'Top Chef' alum Shirley Chung wants to change the way people think about Chinese food in L.A. - By JENN HARRIS
'Top Chef' alum Shirley Chung wants to change the way people think about Chinese food in L.A.
By JENN HARRIS
One million dumplings. That’s the number chef Shirley Chung says she and her team have made in the last year. That’s 1 million dumpling wrappers cut, rolled, filled and folded, all by hand.
The “Top Chef” alum, who has been making dumplings since she was 6, turned herself into a dumpling machine to prepare for the opening of her first L.A. restaurant, called Ms.

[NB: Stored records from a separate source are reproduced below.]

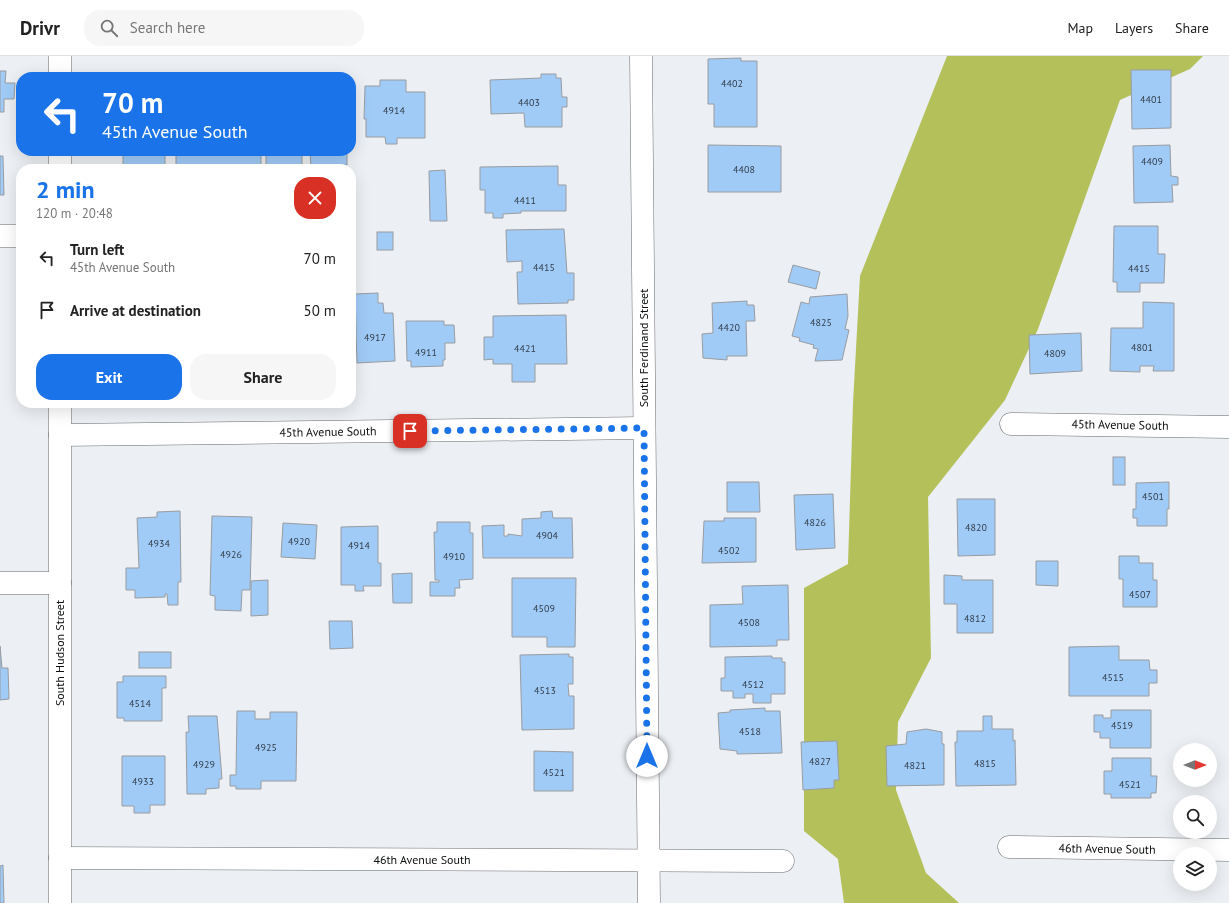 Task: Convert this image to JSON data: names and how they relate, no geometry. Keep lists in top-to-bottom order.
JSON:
{
  "streets": {
    "street": [
      "South Ferdinand Street",
      "45th Avenue South",
      "South Hudson Street",
      "46th Avenue South"
    ]
  },
  "crossings": [
    ["South Ferdinand Street", "45th Avenue South"],
    ["South Ferdinand Street", "46th Avenue South"],
    ["45th Avenue South", "South Hudson Street"],
    ["South Hudson Street", "46th Avenue South"]
  ],
  "house_numbers": [
    "4402",
    "4401",
    "4403",
    "4914",
    "4409",
    "4408",
    "4411",
    "4415",
    "4415",
    "4825",
    "4420",
    "4917",
    "4801",
    "4421",
    "4911",
    "4809",
    "4501",
    "4826",
    "4820",
    "4904",
    "4920",
    "4934",
    "4914",
    "4502",
    "4926",
    "4910",
    "4507",
    "4509",
    "4812",
    "4508",
    "4515",
    "4512",
    "4513",
    "4514",
    "4519",
    "4518",
    "4925",
    "4827",
    "4815",
    "4929",
    "4821",
    "4521",
    "4933",
    "4521"
  ],
  "north": "right",
  "page": {
    "header": "Drivr",
    "search": "Search here",
    "nav": ["Map", "Layers", "Share"],
    "turn": ["70 m", "45th Avenue South"],
    "heading": ["2 min", "120 m · 20:48"],
    "list": [
      {
        "name": "Turn left",
        "note": "45th Avenue South",
        "value": "70 m"
      },
      {
        "name": "Arrive at destination",
        "value": "50 m"
      }
    ],
    "buttons": ["Exit", "Share"]
  }
} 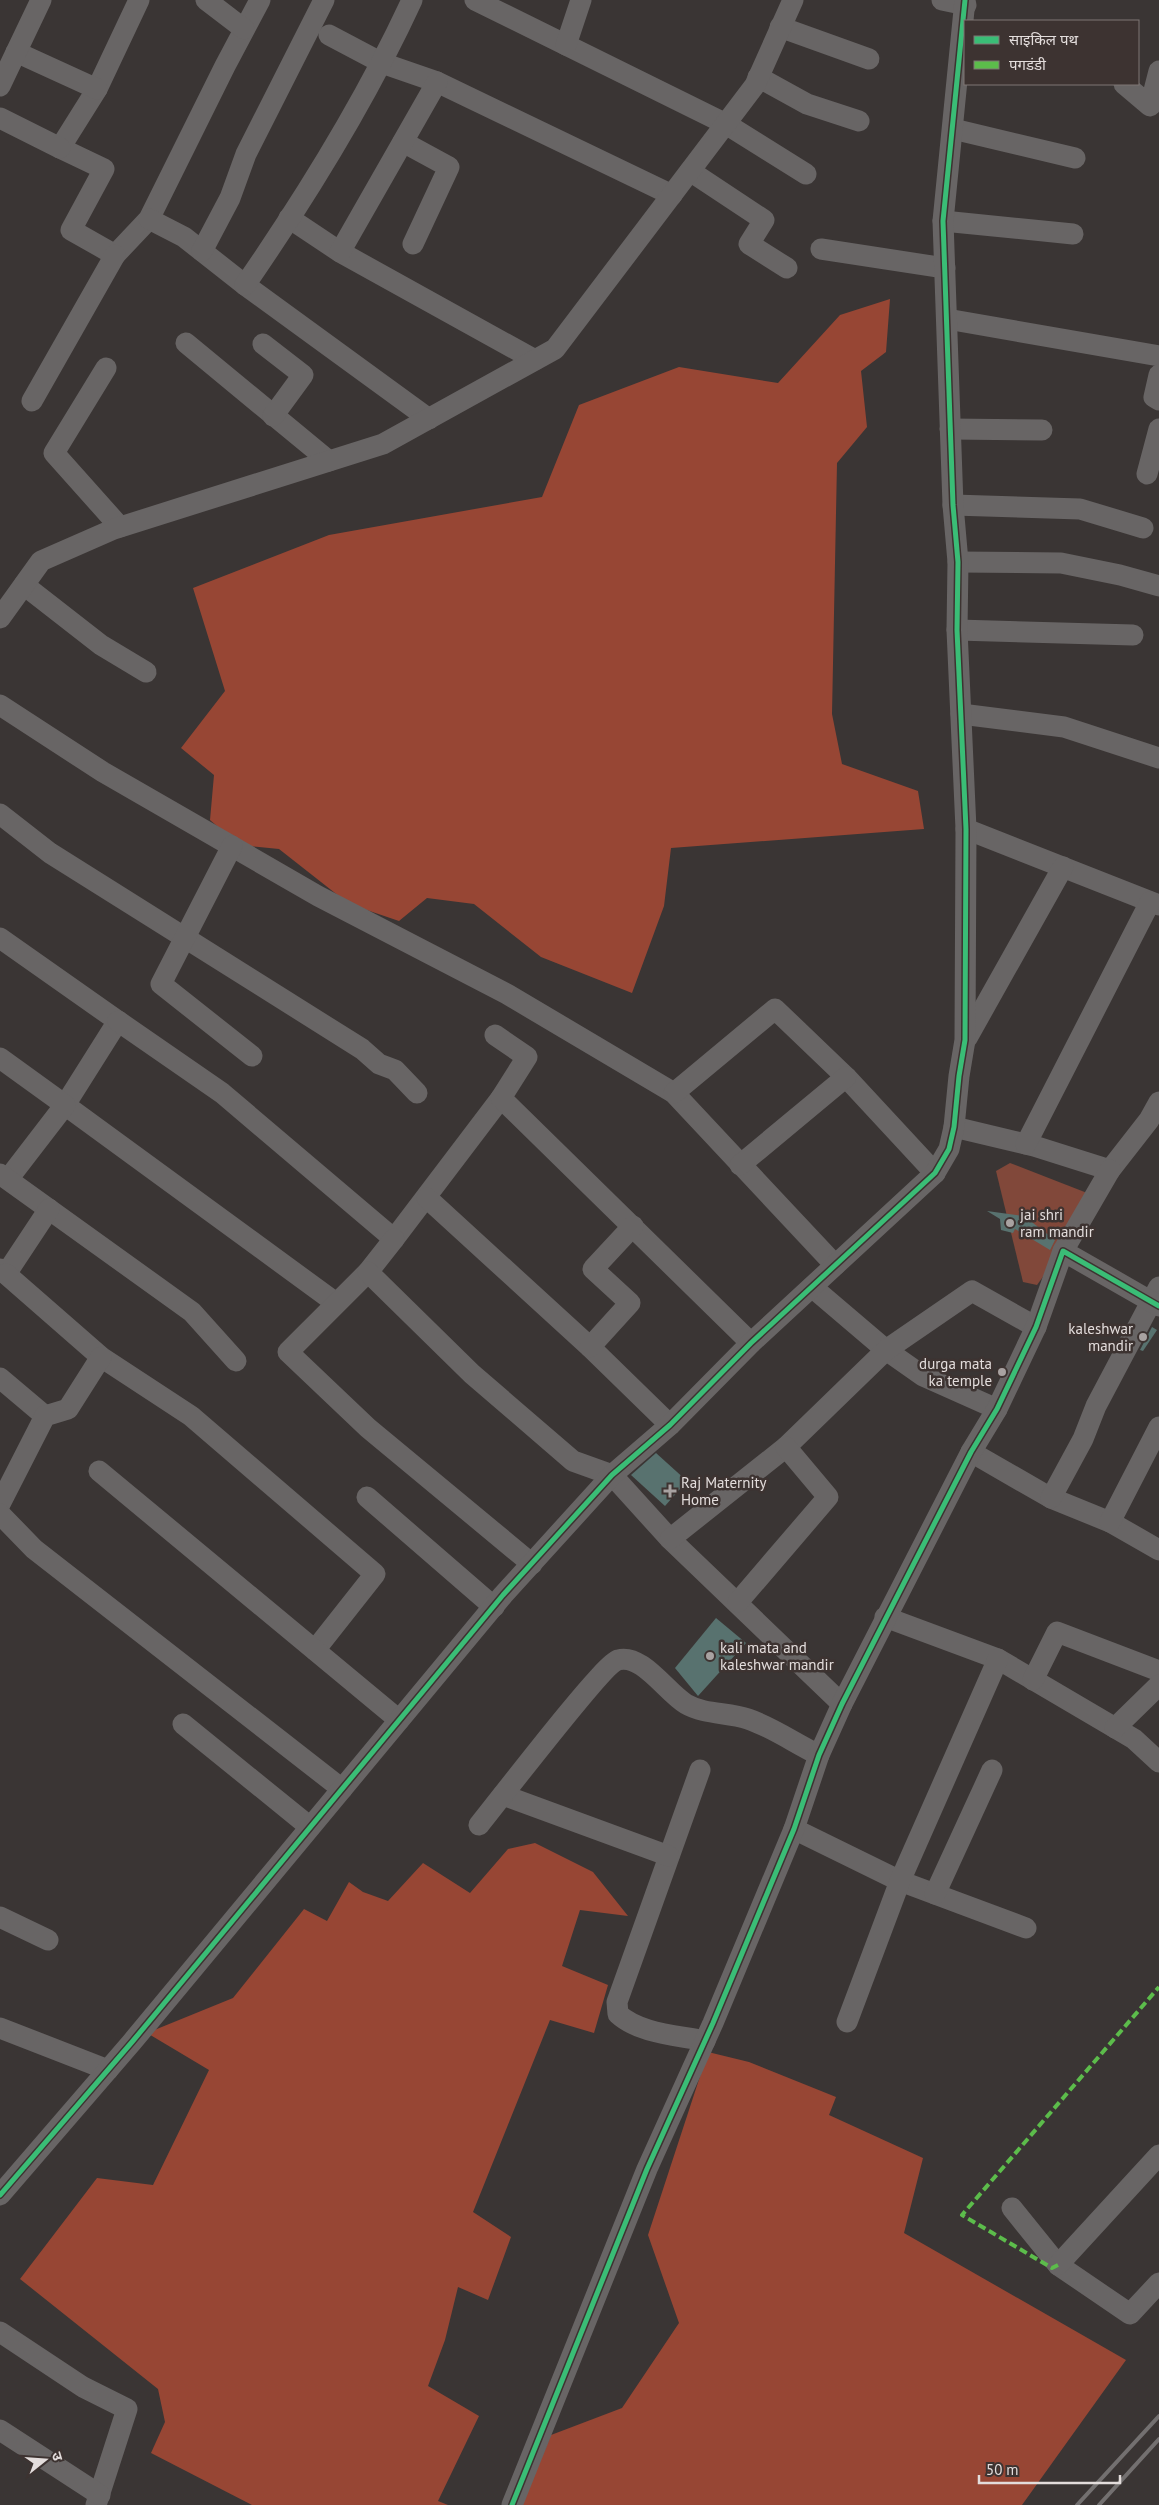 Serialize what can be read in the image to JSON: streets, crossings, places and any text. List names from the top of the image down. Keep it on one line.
{"places":{"other":["jai shri ram mandir","kaleshwar mandir","durga mata ka temple","kali mata and kaleshwar mandir"],"health":["Raj Maternity Home"]},"legend":["साइकिल पथ","पगडंडी"],"scale_bar":"50 m","north":"right"}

Chi Cafe, set to open on Main Street in Culver City on October 9. The restaurant and those 1 million dumplings are just the first steps in her plan to redefine Chinese food in Los Angeles.

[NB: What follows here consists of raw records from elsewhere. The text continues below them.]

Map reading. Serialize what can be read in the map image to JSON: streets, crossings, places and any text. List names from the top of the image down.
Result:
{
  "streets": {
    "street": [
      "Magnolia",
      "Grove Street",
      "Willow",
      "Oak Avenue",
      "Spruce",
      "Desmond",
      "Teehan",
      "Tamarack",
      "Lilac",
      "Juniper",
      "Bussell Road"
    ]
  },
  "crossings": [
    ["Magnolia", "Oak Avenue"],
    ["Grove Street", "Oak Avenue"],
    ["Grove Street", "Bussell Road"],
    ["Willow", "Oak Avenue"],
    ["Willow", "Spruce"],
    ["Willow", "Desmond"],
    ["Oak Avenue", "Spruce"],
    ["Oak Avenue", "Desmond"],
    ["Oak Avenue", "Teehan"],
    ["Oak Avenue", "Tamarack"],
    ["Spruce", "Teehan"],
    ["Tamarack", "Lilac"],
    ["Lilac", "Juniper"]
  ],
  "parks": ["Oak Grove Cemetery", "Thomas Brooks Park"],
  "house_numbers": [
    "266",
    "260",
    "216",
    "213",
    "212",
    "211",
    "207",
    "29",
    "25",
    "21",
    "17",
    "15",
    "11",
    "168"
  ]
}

“You assume people know what Chinese food is but they don’t,” says Chung, who was born and raised in Beijing and moved to the United States as a teenager. “They know orange chicken.”

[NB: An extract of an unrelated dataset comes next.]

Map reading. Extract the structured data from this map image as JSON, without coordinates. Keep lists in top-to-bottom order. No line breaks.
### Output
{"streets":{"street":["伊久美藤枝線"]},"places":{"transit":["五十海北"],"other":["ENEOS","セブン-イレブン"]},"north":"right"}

Chung has worked at Thomas Keller’s the French Laundry in Yountville as well as at Bouchon, and she helped open six restaurants in Las Vegas in 13 years including CarneVino and Jose Andres’ China Poblano. She says she chose L.A. to open Ms. Chi because it offered the best opportunity to propel her cooking forward.
“It’s a melting pot and in a way, L.A. created so many iconic fusion foods like Kogi,” says Chung, who made hundreds of thousands of dumplings at the Coachella Valley Music and Arts Festival this year, and has already opened a stall at the Fields L.A., a food hall attached to the Banc of California stadium in Exposition Park. “For me, dumplings make sense.”
While many of the dishes on the menu seem familiar, Chi, who hopes Chinese food will soon have “its moment,” promises her own take. Her sizzling pork potstickers are made with a Pachamama pork from Oregon and fennel; her vegan mapo tofu, inspired by lauded Sichuan chef Yu Bo, includes avocado along with roasted mushrooms and Sichuan pepper; and her Beijing zhajian mian are hand-cut traditional Northern-style noodles with a fermented bean paste from Beijing.
Ms. Chi will be open for breakfast, lunch and dinner, with counter service during the day, and full service for dinner.
Chung is making all of her own pastries (available for grab-and-go during breakfast and lunch) such as mochi doughnuts, pull-apart sticky buns with adzuki beans and citrus caramel, scallion scones and classic milk bread. There’s avocado toast on the menu — Chung makes hers with hazelnut pesto and seasonal vegetables — and her brown rice oatmeal is reminiscent of the Chinese rice porridge congee, made with a soft egg, chile oil, ginger and poached chicken.
During lunch, there are scallion pancake sandwiches, made on Chung’s version of the classic pancake.
With the sandwiches, and the dumplings, it’s Chinese flavors, but we change the presentation so people understand it.